ABOUT THIS TASK:
In the material below, how many lines contain the string "display"? Reply with the number only.

[RECORDS TO PROCESS Boundary: Start]

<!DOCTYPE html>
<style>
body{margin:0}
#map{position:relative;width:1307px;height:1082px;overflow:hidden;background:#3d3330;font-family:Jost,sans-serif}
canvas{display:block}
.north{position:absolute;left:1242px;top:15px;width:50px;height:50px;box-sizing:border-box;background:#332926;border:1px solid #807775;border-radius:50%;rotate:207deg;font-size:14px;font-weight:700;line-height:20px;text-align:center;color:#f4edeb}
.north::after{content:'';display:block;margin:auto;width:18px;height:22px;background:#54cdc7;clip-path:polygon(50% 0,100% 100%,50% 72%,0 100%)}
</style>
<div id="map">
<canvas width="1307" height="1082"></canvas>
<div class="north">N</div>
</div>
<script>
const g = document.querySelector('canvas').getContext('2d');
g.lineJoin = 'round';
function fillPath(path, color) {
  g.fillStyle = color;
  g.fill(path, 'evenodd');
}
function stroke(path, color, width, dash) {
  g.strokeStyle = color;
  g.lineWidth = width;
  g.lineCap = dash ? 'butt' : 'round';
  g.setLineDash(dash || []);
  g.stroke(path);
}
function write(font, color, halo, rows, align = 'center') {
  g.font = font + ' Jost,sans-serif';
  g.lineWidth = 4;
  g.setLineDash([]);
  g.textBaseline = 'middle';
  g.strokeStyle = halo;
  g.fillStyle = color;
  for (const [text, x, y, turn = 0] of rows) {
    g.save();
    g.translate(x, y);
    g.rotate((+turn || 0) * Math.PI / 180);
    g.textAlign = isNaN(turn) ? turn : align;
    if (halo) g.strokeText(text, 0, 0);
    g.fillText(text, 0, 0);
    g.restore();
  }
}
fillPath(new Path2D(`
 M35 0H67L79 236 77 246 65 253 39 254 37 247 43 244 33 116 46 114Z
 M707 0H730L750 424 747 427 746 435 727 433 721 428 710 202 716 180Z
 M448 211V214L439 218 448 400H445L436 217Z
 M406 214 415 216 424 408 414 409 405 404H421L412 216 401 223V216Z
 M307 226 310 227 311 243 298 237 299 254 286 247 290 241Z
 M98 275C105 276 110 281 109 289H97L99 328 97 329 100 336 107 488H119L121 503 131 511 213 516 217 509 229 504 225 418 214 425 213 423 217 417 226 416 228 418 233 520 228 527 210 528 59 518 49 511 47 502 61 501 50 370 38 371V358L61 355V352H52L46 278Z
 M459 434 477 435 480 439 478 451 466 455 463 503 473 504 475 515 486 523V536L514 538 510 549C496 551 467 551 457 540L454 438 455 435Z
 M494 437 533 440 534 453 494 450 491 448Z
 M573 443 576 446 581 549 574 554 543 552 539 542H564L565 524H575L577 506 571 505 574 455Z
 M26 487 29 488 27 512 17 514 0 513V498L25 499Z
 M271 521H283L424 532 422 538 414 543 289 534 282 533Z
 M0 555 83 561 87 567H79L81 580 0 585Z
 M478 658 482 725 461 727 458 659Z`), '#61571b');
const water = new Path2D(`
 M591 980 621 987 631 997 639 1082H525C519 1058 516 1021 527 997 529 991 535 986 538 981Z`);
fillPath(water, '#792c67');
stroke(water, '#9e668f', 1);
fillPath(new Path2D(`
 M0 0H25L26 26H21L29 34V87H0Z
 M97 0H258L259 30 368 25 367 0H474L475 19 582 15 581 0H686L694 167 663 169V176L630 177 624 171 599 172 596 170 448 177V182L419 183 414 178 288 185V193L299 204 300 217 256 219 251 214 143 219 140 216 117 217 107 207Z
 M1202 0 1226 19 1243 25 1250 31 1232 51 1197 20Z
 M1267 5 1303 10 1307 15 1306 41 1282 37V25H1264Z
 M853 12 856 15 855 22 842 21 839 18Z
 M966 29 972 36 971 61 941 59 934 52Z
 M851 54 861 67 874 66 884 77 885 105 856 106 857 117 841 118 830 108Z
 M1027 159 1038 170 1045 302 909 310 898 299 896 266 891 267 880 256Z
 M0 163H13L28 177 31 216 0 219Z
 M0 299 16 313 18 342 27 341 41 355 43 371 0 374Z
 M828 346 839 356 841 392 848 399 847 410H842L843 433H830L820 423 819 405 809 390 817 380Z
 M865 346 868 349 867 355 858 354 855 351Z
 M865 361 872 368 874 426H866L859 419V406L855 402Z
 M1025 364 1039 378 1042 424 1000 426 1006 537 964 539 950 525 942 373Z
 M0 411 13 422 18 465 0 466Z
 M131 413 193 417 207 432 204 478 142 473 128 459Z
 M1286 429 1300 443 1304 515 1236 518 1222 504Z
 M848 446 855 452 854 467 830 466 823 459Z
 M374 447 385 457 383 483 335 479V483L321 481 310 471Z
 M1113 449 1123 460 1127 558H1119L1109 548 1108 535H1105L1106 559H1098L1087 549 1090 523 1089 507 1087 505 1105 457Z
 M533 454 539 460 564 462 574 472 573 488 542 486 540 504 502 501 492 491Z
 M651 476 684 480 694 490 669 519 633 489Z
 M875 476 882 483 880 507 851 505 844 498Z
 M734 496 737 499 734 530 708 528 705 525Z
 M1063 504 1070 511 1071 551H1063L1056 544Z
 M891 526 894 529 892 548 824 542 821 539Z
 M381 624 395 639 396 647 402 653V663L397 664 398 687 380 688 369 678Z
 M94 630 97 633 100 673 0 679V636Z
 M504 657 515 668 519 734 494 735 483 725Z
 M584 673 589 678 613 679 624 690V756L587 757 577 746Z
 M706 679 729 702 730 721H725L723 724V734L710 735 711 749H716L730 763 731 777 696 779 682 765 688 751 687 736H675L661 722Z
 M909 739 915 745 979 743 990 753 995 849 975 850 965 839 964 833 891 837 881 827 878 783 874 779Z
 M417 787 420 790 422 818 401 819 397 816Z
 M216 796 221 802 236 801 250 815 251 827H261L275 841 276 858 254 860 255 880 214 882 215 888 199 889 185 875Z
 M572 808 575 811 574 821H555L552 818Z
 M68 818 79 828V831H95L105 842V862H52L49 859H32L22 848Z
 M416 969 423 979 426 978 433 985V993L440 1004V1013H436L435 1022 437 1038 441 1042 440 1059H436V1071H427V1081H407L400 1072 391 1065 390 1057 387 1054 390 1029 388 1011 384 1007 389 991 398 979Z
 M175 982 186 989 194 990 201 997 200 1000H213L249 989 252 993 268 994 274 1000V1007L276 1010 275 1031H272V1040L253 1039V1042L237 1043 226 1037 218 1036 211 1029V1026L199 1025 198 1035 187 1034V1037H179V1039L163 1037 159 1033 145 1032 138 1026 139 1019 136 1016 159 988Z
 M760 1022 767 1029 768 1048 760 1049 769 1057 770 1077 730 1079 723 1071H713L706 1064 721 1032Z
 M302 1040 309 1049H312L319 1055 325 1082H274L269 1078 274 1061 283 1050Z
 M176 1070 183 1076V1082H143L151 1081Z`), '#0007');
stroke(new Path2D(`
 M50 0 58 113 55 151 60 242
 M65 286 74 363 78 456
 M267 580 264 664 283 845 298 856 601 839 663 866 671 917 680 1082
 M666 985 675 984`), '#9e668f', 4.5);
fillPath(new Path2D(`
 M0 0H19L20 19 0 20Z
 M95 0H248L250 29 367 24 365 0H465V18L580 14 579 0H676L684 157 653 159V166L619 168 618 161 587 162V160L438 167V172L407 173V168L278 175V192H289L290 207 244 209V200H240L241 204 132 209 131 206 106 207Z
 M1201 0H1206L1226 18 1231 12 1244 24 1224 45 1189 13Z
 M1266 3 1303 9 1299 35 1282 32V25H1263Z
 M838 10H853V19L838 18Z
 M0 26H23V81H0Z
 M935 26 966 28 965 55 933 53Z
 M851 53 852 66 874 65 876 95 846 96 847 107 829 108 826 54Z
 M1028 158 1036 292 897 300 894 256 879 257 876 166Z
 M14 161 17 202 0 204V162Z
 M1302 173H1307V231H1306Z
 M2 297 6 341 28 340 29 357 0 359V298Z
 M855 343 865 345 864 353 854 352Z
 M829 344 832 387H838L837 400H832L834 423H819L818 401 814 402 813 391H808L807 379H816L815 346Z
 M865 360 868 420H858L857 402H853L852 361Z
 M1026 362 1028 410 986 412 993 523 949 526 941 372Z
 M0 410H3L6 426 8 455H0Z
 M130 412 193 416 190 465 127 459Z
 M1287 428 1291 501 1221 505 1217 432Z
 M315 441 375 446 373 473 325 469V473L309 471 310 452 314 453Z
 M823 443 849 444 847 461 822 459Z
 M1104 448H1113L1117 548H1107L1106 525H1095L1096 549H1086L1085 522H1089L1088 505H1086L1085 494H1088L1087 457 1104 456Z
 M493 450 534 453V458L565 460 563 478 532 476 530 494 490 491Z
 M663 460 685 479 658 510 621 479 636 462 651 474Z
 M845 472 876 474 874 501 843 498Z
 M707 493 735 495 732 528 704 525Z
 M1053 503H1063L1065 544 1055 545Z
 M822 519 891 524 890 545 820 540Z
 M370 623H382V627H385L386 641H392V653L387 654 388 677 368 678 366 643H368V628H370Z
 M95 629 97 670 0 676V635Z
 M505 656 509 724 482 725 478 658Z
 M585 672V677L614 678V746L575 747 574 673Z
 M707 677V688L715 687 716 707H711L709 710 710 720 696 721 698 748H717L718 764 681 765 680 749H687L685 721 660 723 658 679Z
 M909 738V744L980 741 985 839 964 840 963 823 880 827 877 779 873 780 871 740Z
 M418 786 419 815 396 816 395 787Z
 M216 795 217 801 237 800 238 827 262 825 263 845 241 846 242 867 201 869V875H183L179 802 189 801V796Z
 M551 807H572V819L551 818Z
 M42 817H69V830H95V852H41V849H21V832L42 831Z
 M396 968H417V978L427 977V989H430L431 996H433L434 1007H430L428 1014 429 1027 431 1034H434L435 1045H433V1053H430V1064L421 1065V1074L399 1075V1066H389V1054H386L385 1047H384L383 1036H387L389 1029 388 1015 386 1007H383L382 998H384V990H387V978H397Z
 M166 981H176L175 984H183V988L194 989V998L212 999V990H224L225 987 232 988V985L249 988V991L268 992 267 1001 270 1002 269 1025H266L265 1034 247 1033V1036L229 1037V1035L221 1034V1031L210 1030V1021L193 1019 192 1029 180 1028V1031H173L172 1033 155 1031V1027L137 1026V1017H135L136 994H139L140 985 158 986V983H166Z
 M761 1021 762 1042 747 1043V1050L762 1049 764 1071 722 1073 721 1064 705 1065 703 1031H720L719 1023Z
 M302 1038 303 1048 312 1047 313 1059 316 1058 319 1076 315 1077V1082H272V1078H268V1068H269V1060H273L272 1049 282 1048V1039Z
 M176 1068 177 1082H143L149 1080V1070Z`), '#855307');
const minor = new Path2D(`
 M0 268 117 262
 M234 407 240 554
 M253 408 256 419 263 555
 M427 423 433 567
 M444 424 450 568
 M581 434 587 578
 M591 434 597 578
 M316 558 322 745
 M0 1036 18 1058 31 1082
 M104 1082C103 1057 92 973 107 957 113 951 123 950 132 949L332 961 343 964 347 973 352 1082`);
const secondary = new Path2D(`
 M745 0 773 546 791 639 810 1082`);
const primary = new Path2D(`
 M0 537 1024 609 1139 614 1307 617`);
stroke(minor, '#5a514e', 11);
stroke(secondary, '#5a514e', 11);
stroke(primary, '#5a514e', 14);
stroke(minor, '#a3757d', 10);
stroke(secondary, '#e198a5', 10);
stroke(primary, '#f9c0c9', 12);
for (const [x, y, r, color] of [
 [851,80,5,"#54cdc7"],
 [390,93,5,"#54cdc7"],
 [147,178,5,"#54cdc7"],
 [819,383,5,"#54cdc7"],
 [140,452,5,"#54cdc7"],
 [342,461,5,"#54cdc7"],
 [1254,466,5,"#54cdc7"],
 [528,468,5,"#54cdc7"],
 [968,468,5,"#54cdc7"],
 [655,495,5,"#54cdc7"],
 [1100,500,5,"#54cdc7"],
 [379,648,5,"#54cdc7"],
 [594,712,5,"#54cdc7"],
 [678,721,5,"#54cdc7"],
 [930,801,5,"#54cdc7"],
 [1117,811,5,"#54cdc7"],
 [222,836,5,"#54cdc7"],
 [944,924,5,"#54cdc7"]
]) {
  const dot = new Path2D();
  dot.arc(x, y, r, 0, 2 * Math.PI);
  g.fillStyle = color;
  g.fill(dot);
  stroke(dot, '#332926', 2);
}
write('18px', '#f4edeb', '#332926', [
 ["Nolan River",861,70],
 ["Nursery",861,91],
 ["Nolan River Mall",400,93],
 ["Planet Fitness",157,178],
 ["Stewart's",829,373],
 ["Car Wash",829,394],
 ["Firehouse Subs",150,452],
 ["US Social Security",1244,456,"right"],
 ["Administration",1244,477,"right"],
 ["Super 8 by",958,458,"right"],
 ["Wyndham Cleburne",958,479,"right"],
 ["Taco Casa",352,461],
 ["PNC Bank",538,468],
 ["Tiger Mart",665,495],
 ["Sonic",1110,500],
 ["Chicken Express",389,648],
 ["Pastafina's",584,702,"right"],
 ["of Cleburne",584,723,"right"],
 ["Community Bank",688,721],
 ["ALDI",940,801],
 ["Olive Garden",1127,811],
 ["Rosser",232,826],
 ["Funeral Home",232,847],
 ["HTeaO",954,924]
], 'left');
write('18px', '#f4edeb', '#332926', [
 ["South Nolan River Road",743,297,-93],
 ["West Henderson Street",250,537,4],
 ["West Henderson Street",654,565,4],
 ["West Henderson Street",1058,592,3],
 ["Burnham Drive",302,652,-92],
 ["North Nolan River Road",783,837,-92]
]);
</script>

[RECORDS TO PROCESS Boundary: End]

REPLY TO THE TASK:
2